▶ **YOUR TASK**: Search the material for the word "École" and copy each line that holds it.

▶ **INFORMATION GIVEN**:
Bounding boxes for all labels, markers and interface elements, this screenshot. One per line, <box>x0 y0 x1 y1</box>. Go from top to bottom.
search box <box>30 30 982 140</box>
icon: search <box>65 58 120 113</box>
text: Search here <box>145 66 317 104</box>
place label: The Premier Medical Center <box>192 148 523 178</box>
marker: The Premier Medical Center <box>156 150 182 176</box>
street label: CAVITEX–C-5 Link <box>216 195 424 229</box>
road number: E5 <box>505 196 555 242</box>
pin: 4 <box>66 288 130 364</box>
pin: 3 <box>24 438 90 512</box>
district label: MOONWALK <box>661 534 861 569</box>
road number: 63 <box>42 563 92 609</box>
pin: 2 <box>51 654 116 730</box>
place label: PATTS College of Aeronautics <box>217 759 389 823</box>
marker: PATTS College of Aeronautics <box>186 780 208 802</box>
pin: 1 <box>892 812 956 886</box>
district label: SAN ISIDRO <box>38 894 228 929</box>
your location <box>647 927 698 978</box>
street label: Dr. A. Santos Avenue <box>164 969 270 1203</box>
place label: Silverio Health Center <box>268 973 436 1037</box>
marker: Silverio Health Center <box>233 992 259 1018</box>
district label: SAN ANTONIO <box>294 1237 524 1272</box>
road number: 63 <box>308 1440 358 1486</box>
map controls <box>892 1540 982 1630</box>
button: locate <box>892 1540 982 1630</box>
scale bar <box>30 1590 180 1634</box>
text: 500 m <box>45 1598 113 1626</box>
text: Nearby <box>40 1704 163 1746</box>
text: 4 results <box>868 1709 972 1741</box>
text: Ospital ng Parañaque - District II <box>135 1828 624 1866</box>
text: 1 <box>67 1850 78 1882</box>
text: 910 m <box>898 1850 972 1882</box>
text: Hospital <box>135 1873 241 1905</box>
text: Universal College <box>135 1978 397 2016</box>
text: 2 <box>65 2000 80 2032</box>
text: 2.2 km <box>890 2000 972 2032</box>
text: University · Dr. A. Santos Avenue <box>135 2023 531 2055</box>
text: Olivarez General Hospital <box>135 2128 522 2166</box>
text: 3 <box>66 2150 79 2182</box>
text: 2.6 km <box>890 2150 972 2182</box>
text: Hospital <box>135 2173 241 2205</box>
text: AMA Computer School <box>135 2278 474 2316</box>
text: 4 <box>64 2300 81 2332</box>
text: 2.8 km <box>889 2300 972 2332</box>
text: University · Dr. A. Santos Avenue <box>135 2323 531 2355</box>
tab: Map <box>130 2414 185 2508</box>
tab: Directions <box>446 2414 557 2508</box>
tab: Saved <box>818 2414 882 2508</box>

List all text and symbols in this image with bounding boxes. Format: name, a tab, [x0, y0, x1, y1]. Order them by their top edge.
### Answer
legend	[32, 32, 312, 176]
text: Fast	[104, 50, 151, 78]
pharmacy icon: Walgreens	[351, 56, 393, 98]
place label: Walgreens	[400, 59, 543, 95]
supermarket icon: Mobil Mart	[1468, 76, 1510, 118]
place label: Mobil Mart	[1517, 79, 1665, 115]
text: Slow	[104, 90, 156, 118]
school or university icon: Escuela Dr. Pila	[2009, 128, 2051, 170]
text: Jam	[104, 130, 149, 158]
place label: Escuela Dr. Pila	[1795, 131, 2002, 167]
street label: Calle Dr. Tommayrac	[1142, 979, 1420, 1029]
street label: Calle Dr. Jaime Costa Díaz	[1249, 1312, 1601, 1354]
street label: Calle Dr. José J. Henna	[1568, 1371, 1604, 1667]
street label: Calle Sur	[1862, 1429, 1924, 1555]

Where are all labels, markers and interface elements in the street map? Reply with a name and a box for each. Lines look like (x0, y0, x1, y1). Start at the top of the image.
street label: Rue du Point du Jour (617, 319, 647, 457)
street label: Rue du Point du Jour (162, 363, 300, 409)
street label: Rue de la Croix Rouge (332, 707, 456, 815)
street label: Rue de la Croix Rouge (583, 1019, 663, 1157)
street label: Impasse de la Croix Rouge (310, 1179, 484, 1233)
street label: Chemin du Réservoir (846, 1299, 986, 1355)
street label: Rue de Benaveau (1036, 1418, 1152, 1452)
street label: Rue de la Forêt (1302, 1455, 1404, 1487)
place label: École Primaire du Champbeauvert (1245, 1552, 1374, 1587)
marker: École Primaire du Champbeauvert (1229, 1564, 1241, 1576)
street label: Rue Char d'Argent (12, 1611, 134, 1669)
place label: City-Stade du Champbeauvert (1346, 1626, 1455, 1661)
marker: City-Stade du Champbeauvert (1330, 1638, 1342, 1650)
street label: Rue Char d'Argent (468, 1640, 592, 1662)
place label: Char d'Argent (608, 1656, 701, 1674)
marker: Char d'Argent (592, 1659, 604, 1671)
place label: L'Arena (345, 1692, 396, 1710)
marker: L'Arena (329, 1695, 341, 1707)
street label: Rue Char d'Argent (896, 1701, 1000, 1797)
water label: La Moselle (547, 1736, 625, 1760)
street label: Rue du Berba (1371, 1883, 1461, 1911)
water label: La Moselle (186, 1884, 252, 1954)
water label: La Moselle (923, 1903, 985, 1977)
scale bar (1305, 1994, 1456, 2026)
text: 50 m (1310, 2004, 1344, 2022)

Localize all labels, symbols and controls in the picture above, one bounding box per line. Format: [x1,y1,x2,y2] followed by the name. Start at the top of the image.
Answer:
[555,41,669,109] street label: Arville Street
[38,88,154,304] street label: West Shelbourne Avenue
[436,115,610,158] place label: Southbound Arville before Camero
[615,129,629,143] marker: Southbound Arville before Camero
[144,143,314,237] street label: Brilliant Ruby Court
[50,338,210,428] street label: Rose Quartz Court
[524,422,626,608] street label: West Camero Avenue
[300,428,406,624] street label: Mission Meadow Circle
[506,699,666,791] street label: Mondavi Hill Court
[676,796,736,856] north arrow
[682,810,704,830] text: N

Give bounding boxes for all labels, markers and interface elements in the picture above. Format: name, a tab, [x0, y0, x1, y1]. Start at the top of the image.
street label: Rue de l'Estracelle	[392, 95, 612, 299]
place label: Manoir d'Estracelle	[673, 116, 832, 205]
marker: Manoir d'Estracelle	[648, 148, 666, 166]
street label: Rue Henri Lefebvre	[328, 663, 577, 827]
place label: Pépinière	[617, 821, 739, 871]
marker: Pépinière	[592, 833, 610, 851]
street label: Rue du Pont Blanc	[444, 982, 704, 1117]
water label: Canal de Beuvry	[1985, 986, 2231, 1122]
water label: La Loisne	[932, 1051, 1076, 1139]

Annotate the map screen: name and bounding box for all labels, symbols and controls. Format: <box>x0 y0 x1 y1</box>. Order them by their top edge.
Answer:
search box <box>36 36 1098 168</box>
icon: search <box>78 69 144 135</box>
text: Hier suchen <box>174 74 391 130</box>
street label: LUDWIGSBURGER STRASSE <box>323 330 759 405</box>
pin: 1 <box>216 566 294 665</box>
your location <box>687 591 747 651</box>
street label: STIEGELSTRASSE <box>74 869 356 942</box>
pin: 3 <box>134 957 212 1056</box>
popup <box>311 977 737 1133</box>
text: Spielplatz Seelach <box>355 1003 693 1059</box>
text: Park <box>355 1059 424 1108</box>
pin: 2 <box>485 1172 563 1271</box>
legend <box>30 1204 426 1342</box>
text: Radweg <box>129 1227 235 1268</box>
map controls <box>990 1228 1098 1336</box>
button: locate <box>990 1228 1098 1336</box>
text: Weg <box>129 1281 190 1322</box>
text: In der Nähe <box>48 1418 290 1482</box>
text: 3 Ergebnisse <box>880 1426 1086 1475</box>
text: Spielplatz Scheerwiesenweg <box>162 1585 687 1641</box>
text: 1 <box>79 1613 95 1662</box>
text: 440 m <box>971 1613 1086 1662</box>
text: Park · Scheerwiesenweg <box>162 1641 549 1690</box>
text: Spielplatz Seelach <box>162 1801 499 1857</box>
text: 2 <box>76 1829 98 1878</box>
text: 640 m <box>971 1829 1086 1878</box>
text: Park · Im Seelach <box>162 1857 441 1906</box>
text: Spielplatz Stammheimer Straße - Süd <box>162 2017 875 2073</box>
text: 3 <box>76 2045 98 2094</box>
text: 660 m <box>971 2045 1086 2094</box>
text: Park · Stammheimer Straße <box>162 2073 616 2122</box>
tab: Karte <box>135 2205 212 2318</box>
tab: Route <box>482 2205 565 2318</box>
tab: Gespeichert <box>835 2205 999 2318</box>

▶ **YOUR SOLUTION**:
place label: École Primaire du Champbeauvert (1245, 1552, 1374, 1587)
marker: École Primaire du Champbeauvert (1229, 1564, 1241, 1576)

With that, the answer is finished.